Beim PC mag das vielleicht noch gehen. Aber wie sieht es beim eingebauten Fernseher, der Stereoanlage oder gar bei der Hausinstallation aus? Selbst eine abgeschaltete Sicherung oder ein gezogener Stecker sind bei einem direkten Blitzeinschlag hilflose Gesten und schützen nicht vor Störungen oder Zerstörungen.

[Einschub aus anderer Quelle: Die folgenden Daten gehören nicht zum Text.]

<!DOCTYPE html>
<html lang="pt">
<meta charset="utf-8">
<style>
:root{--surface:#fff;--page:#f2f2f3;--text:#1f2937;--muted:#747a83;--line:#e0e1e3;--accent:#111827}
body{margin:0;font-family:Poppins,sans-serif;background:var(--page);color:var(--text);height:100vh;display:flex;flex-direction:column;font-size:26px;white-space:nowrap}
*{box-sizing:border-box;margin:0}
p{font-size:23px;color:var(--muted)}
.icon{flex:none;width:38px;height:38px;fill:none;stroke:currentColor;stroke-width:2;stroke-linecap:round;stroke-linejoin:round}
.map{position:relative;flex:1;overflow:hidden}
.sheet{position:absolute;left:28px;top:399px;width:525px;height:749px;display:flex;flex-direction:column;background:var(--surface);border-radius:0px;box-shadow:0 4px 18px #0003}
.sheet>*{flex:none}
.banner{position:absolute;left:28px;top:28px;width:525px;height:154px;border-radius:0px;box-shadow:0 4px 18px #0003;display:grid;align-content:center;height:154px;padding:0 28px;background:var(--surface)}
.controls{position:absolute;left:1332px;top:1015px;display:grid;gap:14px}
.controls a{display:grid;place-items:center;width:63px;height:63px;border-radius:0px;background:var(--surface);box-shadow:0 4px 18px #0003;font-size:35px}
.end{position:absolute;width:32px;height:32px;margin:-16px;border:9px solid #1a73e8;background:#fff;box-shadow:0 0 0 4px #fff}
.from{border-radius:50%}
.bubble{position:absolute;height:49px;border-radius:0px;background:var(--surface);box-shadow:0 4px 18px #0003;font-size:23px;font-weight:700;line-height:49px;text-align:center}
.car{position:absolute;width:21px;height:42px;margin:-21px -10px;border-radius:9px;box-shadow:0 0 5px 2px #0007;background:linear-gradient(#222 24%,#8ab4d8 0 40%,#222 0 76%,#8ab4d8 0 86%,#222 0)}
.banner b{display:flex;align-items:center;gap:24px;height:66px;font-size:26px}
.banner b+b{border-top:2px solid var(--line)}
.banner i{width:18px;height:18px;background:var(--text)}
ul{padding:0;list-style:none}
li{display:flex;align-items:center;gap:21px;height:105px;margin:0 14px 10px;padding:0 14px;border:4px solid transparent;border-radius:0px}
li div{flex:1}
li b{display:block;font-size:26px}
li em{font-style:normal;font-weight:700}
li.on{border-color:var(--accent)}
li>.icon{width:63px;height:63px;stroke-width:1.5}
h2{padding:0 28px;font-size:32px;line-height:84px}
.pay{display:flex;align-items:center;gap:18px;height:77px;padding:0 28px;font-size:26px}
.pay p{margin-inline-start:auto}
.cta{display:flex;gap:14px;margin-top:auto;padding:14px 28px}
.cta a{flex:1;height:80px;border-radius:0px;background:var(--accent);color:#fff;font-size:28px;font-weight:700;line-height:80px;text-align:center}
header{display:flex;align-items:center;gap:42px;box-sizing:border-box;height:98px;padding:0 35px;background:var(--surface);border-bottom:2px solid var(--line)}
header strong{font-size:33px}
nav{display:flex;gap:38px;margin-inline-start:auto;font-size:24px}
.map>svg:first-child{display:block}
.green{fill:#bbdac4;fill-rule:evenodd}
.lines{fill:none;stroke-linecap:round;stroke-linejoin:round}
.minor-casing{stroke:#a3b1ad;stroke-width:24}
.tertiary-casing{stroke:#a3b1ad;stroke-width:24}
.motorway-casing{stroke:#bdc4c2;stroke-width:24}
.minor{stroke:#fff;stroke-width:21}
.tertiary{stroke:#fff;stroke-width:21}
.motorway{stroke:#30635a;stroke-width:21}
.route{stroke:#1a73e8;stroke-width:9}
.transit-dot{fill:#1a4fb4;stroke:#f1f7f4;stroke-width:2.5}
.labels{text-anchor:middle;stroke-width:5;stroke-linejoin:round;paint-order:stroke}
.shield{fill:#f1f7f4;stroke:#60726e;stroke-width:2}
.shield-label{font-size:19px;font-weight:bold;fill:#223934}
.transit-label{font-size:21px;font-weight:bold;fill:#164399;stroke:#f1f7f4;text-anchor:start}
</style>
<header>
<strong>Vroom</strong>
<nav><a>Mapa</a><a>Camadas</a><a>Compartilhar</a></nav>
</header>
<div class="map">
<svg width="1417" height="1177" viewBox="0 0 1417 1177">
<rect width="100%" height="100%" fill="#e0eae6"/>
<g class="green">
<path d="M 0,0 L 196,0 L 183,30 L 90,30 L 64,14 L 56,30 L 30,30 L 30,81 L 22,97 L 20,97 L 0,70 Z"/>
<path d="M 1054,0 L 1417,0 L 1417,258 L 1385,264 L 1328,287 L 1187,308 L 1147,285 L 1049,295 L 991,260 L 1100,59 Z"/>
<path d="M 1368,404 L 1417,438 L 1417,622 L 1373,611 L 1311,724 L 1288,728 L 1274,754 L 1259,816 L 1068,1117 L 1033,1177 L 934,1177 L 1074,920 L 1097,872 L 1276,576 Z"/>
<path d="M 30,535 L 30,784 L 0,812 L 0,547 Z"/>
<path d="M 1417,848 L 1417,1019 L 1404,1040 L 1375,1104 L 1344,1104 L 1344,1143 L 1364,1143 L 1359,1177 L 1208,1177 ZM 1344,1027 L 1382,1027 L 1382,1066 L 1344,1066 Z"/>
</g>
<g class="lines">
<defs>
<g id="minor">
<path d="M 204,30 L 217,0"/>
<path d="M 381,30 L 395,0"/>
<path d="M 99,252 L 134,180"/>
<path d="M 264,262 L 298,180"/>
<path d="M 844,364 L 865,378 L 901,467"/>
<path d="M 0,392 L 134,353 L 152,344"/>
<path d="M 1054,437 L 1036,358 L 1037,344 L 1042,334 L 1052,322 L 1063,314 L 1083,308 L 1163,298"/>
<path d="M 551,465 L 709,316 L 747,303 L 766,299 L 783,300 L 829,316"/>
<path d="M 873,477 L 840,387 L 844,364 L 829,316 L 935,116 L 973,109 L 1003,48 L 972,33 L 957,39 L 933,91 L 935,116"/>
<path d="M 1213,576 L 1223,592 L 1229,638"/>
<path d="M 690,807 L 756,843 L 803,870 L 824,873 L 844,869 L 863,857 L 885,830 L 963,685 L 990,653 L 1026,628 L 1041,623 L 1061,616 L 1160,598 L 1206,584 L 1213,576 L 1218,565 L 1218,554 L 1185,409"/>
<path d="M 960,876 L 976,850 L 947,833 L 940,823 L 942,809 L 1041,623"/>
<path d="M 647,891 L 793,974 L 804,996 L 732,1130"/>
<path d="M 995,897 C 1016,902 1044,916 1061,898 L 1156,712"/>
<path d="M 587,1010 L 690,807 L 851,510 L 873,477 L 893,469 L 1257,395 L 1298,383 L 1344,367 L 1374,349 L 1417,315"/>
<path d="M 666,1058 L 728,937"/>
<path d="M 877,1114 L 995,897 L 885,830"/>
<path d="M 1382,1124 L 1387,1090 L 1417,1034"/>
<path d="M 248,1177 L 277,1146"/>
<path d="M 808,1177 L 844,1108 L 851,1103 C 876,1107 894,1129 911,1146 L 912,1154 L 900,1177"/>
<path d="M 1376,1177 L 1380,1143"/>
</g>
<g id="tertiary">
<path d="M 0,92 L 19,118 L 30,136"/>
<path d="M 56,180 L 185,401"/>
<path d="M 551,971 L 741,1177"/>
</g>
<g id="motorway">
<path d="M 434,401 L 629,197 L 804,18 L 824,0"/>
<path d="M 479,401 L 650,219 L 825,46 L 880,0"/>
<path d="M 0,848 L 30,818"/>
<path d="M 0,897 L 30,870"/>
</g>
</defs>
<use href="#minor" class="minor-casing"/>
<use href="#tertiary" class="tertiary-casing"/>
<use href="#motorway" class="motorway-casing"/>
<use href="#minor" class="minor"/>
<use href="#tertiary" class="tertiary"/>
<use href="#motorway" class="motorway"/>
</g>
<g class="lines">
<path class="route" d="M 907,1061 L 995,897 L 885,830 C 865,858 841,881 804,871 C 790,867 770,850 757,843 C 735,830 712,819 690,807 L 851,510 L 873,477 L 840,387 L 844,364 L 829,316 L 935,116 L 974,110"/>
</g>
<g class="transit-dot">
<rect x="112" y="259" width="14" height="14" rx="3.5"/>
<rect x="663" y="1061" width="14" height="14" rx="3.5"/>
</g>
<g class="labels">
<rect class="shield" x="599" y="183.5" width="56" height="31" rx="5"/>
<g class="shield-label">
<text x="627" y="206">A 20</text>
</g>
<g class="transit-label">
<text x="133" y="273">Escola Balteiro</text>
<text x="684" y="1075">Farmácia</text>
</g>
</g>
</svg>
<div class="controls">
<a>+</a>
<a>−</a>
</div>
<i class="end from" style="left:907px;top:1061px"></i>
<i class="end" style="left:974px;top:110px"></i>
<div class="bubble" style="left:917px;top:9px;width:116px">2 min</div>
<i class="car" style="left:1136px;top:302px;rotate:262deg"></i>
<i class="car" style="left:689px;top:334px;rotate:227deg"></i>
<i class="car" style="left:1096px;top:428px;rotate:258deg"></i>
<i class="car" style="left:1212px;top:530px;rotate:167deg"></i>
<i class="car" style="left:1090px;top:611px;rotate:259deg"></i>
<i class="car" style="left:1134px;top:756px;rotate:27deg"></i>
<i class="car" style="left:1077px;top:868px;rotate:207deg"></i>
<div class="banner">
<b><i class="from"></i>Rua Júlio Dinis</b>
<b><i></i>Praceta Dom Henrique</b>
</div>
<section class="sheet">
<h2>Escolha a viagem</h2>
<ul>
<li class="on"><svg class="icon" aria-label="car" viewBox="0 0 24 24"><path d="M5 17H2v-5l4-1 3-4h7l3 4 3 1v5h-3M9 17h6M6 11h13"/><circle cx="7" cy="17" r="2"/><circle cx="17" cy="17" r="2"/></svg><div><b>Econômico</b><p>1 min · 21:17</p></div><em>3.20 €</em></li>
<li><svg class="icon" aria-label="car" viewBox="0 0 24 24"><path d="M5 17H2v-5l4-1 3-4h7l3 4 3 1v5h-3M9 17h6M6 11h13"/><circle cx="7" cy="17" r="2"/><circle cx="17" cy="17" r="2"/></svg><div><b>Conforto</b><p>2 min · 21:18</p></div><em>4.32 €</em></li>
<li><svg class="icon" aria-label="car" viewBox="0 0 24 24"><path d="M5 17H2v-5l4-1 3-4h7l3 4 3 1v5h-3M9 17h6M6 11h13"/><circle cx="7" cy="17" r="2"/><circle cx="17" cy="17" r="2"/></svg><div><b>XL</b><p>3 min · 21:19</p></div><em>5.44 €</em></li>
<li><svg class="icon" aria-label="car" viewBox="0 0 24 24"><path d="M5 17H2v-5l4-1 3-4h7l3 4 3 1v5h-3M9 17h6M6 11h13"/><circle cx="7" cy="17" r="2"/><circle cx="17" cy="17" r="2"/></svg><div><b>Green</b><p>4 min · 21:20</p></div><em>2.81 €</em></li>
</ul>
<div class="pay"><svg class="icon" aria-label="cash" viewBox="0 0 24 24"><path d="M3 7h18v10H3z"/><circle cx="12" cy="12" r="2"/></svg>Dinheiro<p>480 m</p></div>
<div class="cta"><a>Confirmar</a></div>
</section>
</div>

Mir kann nichts geschehen, weil ich bin gut versichert bin.
Das ist deshalb ein Irrtum, weil die Versicherung nicht einen Blitzschaden verhindert, sondern - hoffentlich - einen Teil des finanziellen Schadens abfedern kann. Der Schutz gilt vielleicht für den Computer selbst, aber nicht für die darauf gespeicherten, wichtigeren Daten. Es hilft nur der Blick ins Kleingedruckte des Versicherungsvertrags oder, weil einfacher und wirksamer: ein fachmännisch ausgeführter Blitz- und Überspannungsschutz.  

Zieht ein Blitzab-leiter den Blitz an?
Nein, der Blitz schlägt ein, ob es einen Blitzableiter gibt oder nicht. Der Blitzableiter hat lediglich die Funktion dem Blitz einen klar definierten und gefahrlosen Weg vom Dach in die Erde vorzugeben um damit unkontrollierte und gefährliche Überschläge zu vermeiden. Blitzschutz ist auch Brandschutz.

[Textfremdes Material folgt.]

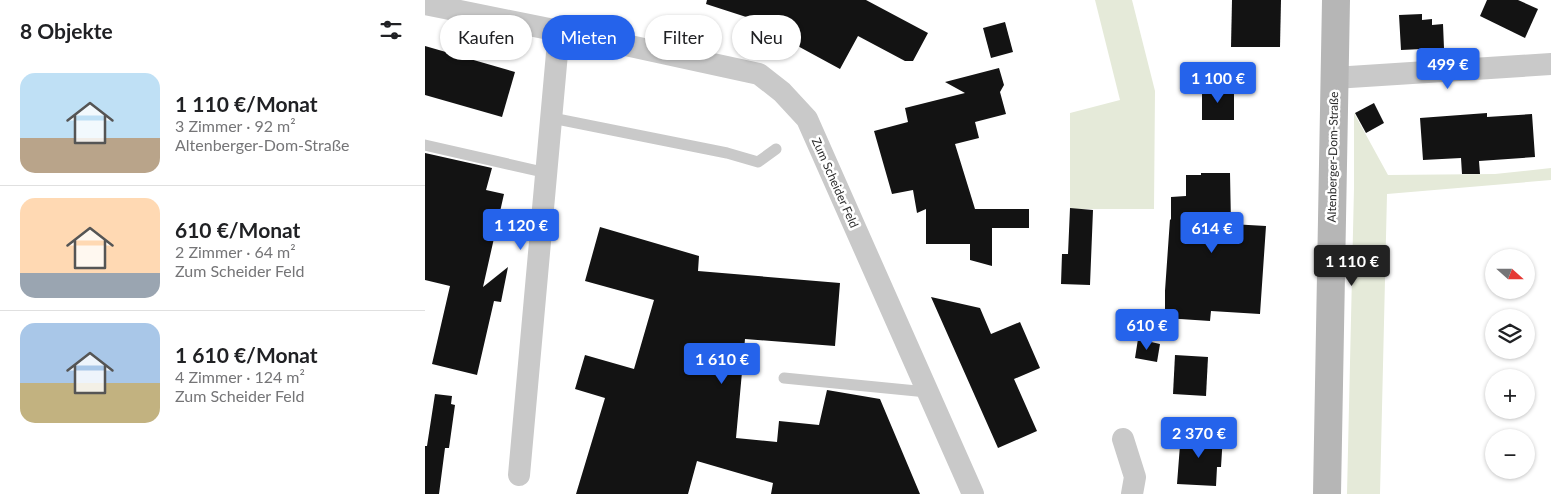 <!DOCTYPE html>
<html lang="de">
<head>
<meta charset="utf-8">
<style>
	body { margin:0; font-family:Lato,sans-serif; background:#f6f6f6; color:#202124; height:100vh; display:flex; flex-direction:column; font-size:19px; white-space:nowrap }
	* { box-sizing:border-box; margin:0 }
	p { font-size:16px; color:#757577 }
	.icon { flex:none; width:28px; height:28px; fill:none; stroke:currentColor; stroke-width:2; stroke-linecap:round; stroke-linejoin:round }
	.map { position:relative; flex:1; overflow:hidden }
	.drawer { display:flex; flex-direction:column; background:#fff; width:425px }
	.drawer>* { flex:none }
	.top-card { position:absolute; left:15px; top:15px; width:475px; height:45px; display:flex; gap:10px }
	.needle { width:32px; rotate:111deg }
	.controls { position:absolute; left:1060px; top:249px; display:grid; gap:10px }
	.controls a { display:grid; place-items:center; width:50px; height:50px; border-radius:50%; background:#fff; box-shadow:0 1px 4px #0004; font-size:25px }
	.price { position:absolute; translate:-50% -42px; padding:0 11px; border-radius:5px; background:#2563eb; color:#fff; font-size:16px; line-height:32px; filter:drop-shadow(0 1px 2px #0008) }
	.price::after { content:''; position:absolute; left:50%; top:30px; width:15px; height:11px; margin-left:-8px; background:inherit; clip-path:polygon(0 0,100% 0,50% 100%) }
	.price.on { background:#222; color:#fff }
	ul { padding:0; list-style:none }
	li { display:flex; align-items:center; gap:15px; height:125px; padding:0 20px }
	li+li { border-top:1px solid #e0e0e0 }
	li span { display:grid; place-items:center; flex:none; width:140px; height:100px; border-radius:15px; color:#555 }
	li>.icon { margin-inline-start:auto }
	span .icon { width:60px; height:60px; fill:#fffc; stroke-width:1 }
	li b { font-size:21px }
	h2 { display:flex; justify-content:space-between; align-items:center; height:60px; padding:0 20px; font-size:21px }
	.chip { padding:0 18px; border-radius:22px; background:#fff; box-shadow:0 1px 4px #0004; font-size:18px; line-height:45px }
	.chip.on { background:#2563eb; color:#fff }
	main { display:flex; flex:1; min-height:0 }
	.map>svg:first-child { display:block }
</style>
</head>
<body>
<main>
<section class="drawer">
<h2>8 Objekte<svg class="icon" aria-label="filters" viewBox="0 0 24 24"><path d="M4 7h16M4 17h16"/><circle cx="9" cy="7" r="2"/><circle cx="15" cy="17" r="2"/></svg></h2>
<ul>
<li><span style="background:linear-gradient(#bfe0f5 65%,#b9a48a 0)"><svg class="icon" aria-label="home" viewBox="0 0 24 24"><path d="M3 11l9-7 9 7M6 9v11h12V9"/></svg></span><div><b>1 110 €/Monat</b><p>3 Zimmer · 92 m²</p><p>Altenberger-Dom-Straße</p></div></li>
<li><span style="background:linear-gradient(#ffd9b3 75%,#9aa5b1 0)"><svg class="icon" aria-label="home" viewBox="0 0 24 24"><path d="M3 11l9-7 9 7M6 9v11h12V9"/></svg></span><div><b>610 €/Monat</b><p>2 Zimmer · 64 m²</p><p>Zum Scheider Feld</p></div></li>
<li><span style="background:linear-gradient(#a9c7e8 60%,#c2b280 0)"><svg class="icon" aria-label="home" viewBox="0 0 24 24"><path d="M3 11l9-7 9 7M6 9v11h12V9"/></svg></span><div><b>1 610 €/Monat</b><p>4 Zimmer · 124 m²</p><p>Zum Scheider Feld</p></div></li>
</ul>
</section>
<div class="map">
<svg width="1126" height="494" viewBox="0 0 1126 494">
	<rect width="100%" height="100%" fill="#fff"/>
	<!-- green -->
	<g fill="#e5ead9">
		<polygon points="670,0 707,0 730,91 729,209 645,209 645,113 695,100"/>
		<polygon points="929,113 963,175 1070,174 1126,168 1126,180 962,194 955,494 922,494 929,188"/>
	</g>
	<!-- building -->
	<g fill="#131313">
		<polygon points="282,0 441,0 503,33 488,61 480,61 433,36 415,69 369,44 374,34 281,4"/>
		<polygon points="807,0 856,0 855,47 806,47"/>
		<polygon points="1062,0 1093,0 1113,9 1100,38 1055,16"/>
		<polygon points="997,14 997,20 1007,19 1007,25 1018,24 1019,48 976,50 974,15"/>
		<polygon points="580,22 588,52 566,58 558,28"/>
		<polygon points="0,46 90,72 77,117 0,95"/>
		<polygon points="574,68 579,85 575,92 581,114 550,122 554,138 530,144 550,209 604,209 604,228 567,228 567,266 545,260 545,244 501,244 501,209 492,213 488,190 467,194 449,131 483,122 480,108 540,93 520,82"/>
		<rect x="777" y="88" width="32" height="32"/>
		<polygon points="949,103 959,123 941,133 930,113"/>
		<polygon points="1062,113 1062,117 1107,114 1110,157 1054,161 1055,174 1037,174 1036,158 998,160 995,118"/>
		<polygon points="0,153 67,168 61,190 79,194 58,287 83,267 76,302 69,301 52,375 7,364 25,286 0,280"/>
		<polygon points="776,173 805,173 806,224 841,226 835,314 786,311 785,321 740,318 740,291 745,219 746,220 746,197 761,196 761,175 776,175"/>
		<polygon points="645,208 668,210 665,285 636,284 637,254 643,254"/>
		<polygon points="175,227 274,256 273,271 415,283 410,346 320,339 311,438 352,442 354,421 394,425 402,390 455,399 495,494 346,494 348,483 272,461 263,494 151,494 180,398 150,389 160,355 209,369 229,300 160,281"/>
		<polygon points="506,297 555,308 566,334 595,322 615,368 589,379 612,431 573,448"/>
		<polygon points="713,339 735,344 732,362 710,358"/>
		<polygon points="750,355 783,357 781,396 748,394"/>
		<polygon points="10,394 27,396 26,404 30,405 24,448 20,448 14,494 0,494 0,446 2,446"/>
		<polygon points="756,432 798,435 796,467 792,467 791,486 752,484"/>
	</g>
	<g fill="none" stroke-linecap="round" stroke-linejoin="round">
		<!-- lane -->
		<g stroke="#c9c9c9" stroke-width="11">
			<polyline points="127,118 302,153 333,162 351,149"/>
			<polyline points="0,145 122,173"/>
			<polyline points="359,378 502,392"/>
		</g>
		<!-- street -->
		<g stroke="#c9c9c9" stroke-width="22">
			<polyline points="0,4 159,36 334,74 357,92 382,119 548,494"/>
			<polyline points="909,78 1126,64"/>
			<polyline points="698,439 710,477 707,494"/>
			<polyline points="94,475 134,31"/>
		</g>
		<!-- secondary -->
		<polyline stroke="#b6b6b6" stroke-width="28" points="902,494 911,0"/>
	</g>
	<g text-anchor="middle" stroke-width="5" stroke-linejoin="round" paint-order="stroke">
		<!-- street labels -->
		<g font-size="12" fill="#2c2c2c" stroke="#fff">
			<text transform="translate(908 157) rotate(-89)" y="4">Altenberger-Dom-Straße</text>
			<text transform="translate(410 183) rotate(66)" y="4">Zum Scheider Feld</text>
		</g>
	</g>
</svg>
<div class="controls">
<a><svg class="needle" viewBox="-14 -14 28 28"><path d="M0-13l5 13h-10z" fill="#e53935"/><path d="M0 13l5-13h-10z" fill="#757577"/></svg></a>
<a><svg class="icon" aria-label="layers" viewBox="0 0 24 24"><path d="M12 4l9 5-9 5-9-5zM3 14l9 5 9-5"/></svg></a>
<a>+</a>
<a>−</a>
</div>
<b class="price" style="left:1023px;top:90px">499 €</b>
<b class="price" style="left:793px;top:104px">1 100 €</b>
<b class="price" style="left:96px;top:251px">1 120 €</b>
<b class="price" style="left:787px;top:254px">614 €</b>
<b class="price on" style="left:927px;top:287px">1 110 €</b>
<b class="price" style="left:722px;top:351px">610 €</b>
<b class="price" style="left:297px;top:385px">1 610 €</b>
<b class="price" style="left:774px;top:459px">2 370 €</b>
<div class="top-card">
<a class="chip">Kaufen</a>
<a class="chip on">Mieten</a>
<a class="chip">Filter</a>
<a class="chip">Neu</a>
</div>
</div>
</main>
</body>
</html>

Wie hoch ist das Risiko eines Einschlags oder Schadens?
Generell lässt sich diese Frage nicht beantworten. Es hängt von der Lage des Gebäudes, aber auch vom Inhalt, der Ausstattung oder der Art der Nutzung ab. Das Risiko lässt sich aber genauer berechnen (VDE 0185, EN 62305-2). Daraus leiten sich dann auch die Schutzmaßnahmen ab.

Blitzableiter sind altmodisch. Ein Schutzstecker aus dem Baumarkt tut es auch.
Vergessen Sie's! Gegen die Gewalt eines Blitzes hilft nur ein fachmännisch geplanter, installierter und gewarteter Blitzschutz. Diese schließt den Blitzableiter ebenso ein wie den Schutz der Haupt- und Unterverteilung sowie der Steckdose bis hin zum Computer. Im Vergleich zu einem Schaden ist das die bessere und billigere Lösung.